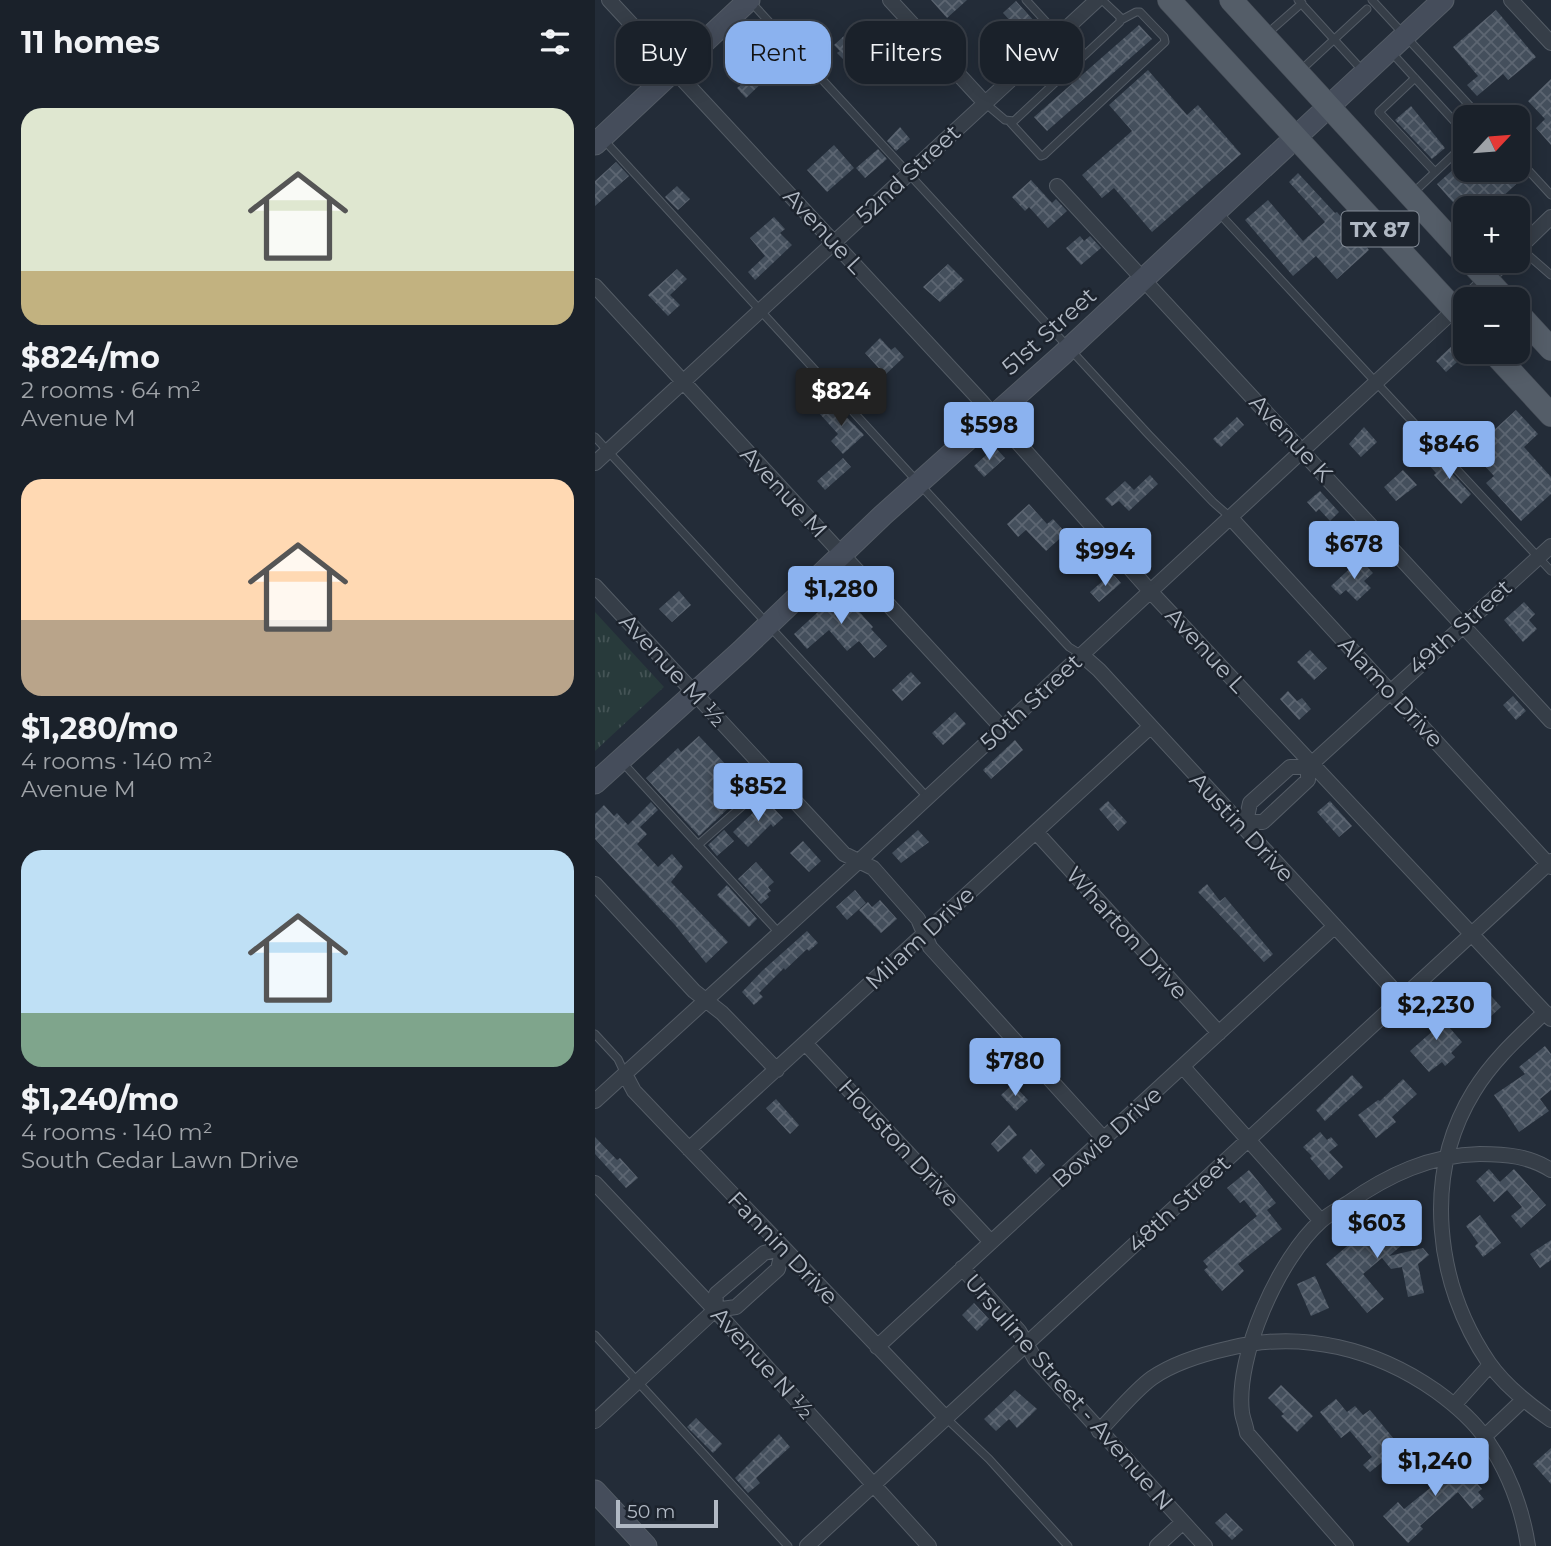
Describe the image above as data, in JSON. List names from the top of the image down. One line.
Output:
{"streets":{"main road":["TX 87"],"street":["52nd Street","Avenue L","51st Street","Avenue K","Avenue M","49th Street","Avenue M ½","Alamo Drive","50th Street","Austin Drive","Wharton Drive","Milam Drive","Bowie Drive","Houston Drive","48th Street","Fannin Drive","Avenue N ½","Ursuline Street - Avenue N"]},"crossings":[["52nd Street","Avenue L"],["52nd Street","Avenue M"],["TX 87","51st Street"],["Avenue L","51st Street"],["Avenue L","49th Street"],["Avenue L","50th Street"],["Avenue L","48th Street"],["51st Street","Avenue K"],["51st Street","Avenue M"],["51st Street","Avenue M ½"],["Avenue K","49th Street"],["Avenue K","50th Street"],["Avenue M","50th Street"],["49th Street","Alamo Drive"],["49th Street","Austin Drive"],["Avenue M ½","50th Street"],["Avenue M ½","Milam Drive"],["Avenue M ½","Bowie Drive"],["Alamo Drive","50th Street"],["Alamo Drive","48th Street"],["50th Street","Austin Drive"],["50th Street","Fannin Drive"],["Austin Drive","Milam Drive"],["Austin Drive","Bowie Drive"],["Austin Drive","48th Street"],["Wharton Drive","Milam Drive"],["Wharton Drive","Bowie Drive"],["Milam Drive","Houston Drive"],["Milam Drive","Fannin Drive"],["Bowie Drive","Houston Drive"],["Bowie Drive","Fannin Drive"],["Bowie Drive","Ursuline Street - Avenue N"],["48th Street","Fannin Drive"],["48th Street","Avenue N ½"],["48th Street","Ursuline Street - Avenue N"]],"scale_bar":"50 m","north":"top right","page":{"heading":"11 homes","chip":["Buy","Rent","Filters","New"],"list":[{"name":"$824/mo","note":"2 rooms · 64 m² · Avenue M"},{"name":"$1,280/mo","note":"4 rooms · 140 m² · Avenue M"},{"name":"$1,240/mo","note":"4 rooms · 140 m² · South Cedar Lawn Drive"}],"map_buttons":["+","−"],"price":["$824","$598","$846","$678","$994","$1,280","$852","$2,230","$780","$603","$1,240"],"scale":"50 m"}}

■ **EXERCISE PROMPT**
Only the pictures are to be left out; print everything else in the listing exactly.

■ **RESULT**
Describe the image above as data, in JSON. List names from the top of the image down. One line.
Output:
{"streets":{"main road":["TX 87"],"street":["52nd Street","Avenue L","51st Street","Avenue K","Avenue M","49th Street","Avenue M ½","Alamo Drive","50th Street","Austin Drive","Wharton Drive","Milam Drive","Bowie Drive","Houston Drive","48th Street","Fannin Drive","Avenue N ½","Ursuline Street - Avenue N"]},"crossings":[["52nd Street","Avenue L"],["52nd Street","Avenue M"],["TX 87","51st Street"],["Avenue L","51st Street"],["Avenue L","49th Street"],["Avenue L","50th Street"],["Avenue L","48th Street"],["51st Street","Avenue K"],["51st Street","Avenue M"],["51st Street","Avenue M ½"],["Avenue K","49th Street"],["Avenue K","50th Street"],["Avenue M","50th Street"],["49th Street","Alamo Drive"],["49th Street","Austin Drive"],["Avenue M ½","50th Street"],["Avenue M ½","Milam Drive"],["Avenue M ½","Bowie Drive"],["Alamo Drive","50th Street"],["Alamo Drive","48th Street"],["50th Street","Austin Drive"],["50th Street","Fannin Drive"],["Austin Drive","Milam Drive"],["Austin Drive","Bowie Drive"],["Austin Drive","48th Street"],["Wharton Drive","Milam Drive"],["Wharton Drive","Bowie Drive"],["Milam Drive","Houston Drive"],["Milam Drive","Fannin Drive"],["Bowie Drive","Houston Drive"],["Bowie Drive","Fannin Drive"],["Bowie Drive","Ursuline Street - Avenue N"],["48th Street","Fannin Drive"],["48th Street","Avenue N ½"],["48th Street","Ursuline Street - Avenue N"]],"scale_bar":"50 m","north":"top right","page":{"heading":"11 homes","chip":["Buy","Rent","Filters","New"],"list":[{"name":"$824/mo","note":"2 rooms · 64 m² · Avenue M"},{"name":"$1,280/mo","note":"4 rooms · 140 m² · Avenue M"},{"name":"$1,240/mo","note":"4 rooms · 140 m² · South Cedar Lawn Drive"}],"map_buttons":["+","−"],"price":["$824","$598","$846","$678","$994","$1,280","$852","$2,230","$780","$603","$1,240"],"scale":"50 m"}}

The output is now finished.